Grev hakkı özgürce kullanılamıyor

Ülkemizde yasal ve siyasal nedenlerle sendika özgürlüğü yok edilmiştir. 6356 sayılı yeni Toplu İş Sözleşmesi Yasası, işçi sendikalarının toplusözleşme hakkını birtakım kayıtlar ve yasaklarla çok zora sokmuş, bu özgürlüğü ciddi boyutlarda kısıtlamıştır. Yasa 42. maddesinde yetkili sendikayı belirleme görevini Çalışma Bakanlığı'na vermiştir. Bu, büyük bir yanlıştır. Bakanlık bu yetkisini siyaseten kendisine yakın sendikaları koruyarak kötüye kullanmaktadır. ÇAYKUR da Tekgıda-İş Sendikası bu acı gerçeği bütün çıplaklığıyla yaşamış ve Bakanlığın yandaşı Özgıda-İş Sendikası'nı koruma gayretini ancak dört yıllık bir uğraştan sonra boşa çıkarabilmiştir. 43. maddede öngörülen yetkiye itiraz hakkı bu kadar uzun süreye sarkma ve işçileri bu kadar uzun süre sözleşmesiz bırakmaya müsaittir. Yasanın 58. maddesi grev hakkını ancak toplusözleşme müzakerelerinin uyuşmazlığı durumuna bağlamıştır. Oysa ILO (Uluslararası Çalışma Örgütü) işçi sendikalarının ekonomik kökenli işsizlik, pahalılık, asgari ücret yetersizliği, hükümetin sağlık, konut politikaları gibi konularda genel grev yapabileceğini kabul etmiştir. Her ne kadar 4857 sayılı İş Yasası'nın 34. maddesi 20 gün içinde ücreti ödenmeyen işçinin işini bırakabileceğini, bunun toplu olmasının bir grev sayılamayacağı hükmünü getirmişse de bu olay mücbir sebeple sınırlandırılmış ve ancak münferit durumlar için söz konusudur ve özgür bir grev hakkı olarak kabul edilemez. 6356 sayılı yasanın 62. maddesi grev yasaklarını ve 63. maddesi grev ertelemelerini düzenlenmiş. Tüm bu yasal kısıtlamalar 6356 sayılı yasanın sendika özgürlüğünü yok ettiğinin açık kanıtıdır.

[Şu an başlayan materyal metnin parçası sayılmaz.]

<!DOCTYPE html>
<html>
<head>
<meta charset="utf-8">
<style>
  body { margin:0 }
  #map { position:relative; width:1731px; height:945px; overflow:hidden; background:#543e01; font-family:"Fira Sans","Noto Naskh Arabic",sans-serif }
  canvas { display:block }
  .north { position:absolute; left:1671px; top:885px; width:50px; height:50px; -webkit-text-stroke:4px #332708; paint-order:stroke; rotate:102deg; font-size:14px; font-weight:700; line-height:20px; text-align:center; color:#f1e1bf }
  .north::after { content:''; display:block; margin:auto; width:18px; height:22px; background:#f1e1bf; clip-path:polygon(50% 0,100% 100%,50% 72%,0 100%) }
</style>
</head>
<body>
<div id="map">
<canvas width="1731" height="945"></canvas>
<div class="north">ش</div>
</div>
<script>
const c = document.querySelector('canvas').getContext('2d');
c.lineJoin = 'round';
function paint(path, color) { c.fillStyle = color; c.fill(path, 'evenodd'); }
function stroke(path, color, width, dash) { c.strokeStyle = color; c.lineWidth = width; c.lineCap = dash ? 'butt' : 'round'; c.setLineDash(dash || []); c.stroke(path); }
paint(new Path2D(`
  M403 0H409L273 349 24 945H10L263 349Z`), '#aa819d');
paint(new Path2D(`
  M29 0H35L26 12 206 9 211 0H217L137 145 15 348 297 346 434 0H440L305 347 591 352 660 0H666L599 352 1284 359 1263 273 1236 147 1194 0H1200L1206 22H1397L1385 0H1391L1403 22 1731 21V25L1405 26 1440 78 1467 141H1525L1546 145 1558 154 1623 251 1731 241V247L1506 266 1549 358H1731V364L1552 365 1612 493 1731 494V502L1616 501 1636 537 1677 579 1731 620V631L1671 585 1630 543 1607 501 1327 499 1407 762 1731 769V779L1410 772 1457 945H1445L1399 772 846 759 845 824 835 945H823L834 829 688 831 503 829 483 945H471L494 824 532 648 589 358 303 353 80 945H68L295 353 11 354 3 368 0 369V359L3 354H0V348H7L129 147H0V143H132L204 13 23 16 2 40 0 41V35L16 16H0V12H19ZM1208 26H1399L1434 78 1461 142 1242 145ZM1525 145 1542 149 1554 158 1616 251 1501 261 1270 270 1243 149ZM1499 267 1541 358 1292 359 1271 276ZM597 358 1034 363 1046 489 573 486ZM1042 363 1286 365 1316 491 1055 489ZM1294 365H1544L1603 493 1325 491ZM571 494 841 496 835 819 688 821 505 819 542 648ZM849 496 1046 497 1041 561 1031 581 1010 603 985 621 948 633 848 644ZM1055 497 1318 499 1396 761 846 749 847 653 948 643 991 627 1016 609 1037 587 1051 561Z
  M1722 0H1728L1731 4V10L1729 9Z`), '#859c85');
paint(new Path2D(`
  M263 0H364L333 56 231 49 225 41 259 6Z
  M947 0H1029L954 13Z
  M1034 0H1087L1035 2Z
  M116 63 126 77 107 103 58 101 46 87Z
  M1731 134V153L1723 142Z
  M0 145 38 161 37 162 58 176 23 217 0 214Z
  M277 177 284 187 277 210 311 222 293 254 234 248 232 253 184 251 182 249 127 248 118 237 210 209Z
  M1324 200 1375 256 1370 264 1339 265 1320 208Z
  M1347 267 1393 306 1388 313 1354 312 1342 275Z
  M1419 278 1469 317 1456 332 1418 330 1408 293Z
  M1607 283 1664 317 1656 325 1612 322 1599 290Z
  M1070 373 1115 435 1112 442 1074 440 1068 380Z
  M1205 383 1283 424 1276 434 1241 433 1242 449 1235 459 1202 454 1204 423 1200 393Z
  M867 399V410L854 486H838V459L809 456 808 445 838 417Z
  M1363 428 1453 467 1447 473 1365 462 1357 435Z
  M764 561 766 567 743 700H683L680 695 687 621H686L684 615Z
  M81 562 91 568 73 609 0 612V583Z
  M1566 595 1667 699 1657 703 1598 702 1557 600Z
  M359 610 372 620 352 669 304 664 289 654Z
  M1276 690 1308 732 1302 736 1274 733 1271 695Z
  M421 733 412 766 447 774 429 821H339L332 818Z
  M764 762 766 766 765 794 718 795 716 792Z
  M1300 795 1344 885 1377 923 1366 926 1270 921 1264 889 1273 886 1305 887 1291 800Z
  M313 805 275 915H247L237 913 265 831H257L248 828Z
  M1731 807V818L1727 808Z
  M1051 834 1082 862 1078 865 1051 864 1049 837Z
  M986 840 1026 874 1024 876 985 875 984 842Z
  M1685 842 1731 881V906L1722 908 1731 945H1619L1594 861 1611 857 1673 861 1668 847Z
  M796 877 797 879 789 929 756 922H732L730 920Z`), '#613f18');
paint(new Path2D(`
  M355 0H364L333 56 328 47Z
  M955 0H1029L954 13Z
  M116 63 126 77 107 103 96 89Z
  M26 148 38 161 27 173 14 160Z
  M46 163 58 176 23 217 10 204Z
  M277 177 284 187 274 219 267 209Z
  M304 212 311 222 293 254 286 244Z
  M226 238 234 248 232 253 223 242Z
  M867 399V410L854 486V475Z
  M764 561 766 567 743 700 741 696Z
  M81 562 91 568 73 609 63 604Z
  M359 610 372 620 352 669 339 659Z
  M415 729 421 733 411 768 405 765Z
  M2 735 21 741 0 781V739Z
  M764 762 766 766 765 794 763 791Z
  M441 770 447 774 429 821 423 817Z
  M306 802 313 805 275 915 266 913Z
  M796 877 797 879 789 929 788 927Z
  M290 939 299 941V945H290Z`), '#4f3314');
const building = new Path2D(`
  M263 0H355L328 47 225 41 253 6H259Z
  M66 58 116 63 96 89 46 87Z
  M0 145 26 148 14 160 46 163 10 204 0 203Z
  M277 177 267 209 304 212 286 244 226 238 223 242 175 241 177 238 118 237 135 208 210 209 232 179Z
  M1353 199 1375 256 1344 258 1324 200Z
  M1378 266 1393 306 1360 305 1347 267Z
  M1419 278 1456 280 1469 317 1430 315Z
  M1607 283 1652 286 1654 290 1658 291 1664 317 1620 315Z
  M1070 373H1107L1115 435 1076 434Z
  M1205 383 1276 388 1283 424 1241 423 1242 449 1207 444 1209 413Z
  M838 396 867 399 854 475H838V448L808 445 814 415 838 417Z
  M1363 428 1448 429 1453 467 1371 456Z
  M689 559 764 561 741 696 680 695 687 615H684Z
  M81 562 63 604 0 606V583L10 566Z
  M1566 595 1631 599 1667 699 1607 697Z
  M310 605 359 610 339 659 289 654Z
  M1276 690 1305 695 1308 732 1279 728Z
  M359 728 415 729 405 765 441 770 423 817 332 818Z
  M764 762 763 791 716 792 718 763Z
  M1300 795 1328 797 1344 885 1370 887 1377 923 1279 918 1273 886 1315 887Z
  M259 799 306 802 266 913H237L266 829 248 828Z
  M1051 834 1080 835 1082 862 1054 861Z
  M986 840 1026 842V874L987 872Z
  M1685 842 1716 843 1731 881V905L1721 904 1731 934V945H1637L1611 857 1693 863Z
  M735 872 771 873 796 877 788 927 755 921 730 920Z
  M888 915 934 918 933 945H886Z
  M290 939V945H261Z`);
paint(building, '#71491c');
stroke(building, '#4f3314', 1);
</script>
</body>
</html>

Siyasetin yok ettiği sendika özgürlüğü

AKP hükümeti tek adam yönetimi kurabilmek için tüm demokratik kurumları, bu arada özgür sendikacılığı da anlamsız kılmıştır. Hükümet özgür sendikalar yerine kendisine bağımlı güdümlü sendikalar yaratmıştır. Türk-İş ve Hak-İş hükümetin "hınkçı başı" görevini üstlenmiş ve hükümetin her dediğine evet diyen saray dalkavuklarına dönüşmüş iki konfederasyondur. Bunlar sendikal özgürlükleri yok eden her girişimin karşısında dimdik ayakta duracaklarına böylesi girişimlere onay vererek AKP'yi yüreklendirmiş ve ülkemizde sendika özgürlüğünün yok edilmesinin başlıca sorumlusu olmuşlardır.

Sendikal özgürlükler yok edildiği için ülkemizde demokrasi topaldır; çünkü özgür sendika ayağı yoktur. Bu konuya hiç eğilmeyen CHP de içi boşaltılan demokrasinin bugünkü durumundan sorumludur. Bu aşamada sendika yöneticilerimize bir soru sormak gerekir: AKP'nin getirmeye çalıştığı ve sendikaların yok sayıldığı ileri demokrasi düzenini içlerine sindirebiliyorlar mı? Sindiremiyorlarsa özgür sendikacılık için ne yapmayı düşünüyorlar?